When you work at an extrasolar research facility that specialises in “necrotic tissue reactivation”, you can bet you’re not going to be singing songs about ponies around the camp fire.
And when an experiment in teleportation goes horribly wrong (don’t they always?), it’s probably safe to say there’ll be no singing of any kind. For one, all your colleagues are dead – but only that sort of dead that includes being reanimated by a wilful artificial intelligence.
This is your lot in Teleglitch, a real-time roguelike-like set in a hostile research station on a hostile planet and featuring hostile everything. You too get to be hostile with a little guile and an armful of heavy weaponry, but only for a short while – because you’re going to die, and like many bad things in life, death is permanent.
I’ve been playing the demo for a spell now, and I can tell you, Teleglitch is a euphemism.
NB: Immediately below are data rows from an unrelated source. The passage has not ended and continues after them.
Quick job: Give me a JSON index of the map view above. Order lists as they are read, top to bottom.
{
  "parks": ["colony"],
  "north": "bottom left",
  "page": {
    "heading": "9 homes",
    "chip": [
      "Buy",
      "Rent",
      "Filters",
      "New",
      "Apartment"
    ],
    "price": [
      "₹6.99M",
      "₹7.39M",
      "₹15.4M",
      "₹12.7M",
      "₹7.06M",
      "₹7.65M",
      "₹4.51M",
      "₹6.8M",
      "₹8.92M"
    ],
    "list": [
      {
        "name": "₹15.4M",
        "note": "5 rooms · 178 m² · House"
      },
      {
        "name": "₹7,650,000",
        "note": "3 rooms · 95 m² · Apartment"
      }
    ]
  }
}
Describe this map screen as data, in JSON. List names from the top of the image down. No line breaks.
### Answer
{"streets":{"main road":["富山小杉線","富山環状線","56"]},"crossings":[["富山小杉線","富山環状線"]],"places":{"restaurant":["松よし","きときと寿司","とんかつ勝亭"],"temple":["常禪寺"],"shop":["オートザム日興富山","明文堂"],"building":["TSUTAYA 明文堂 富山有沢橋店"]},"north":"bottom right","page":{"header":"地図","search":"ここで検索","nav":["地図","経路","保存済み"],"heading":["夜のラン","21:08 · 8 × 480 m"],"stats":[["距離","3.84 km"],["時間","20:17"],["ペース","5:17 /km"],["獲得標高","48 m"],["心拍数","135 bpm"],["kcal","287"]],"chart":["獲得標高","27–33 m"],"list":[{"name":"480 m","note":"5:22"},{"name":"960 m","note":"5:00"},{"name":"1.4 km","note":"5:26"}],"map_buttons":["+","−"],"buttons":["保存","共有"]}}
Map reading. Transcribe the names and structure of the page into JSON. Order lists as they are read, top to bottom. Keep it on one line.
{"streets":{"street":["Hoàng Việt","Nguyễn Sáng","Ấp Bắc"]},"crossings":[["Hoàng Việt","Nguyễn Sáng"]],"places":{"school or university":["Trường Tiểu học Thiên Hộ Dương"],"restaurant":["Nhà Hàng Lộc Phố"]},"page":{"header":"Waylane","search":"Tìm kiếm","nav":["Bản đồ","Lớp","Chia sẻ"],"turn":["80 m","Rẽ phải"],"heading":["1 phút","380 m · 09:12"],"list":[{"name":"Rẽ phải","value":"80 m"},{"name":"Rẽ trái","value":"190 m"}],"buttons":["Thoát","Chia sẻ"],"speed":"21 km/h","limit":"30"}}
When they say “glitch”, they mean “committing suicide is probably the easiest way out of this”. Each of your short, harried tales is played out like a lo-fi Doom from above, your every move watched from a top-down perspective that speaks of a video drone with the fidelity of a cellphone camera dipped in oil.
You’ll find no friendliness here. Sound crackles and snaps at you, and the view boils with an existential nausea. Everything drips a minimalistic menace, like the whole world is infected. And in a way, it is.
In other words, Teleglitch is a spitting, clawing refinement of everything good in the world. Here is scientist; here is gun – everything else is counterpoint. It’s a tale so venerable as to be part of the collective unconscious.
“We want to give you the paranoid, sweaty, and bloody hard kind of fun,” is how the game’s developers sell it. And let me tell you: they got it bloody spot-on.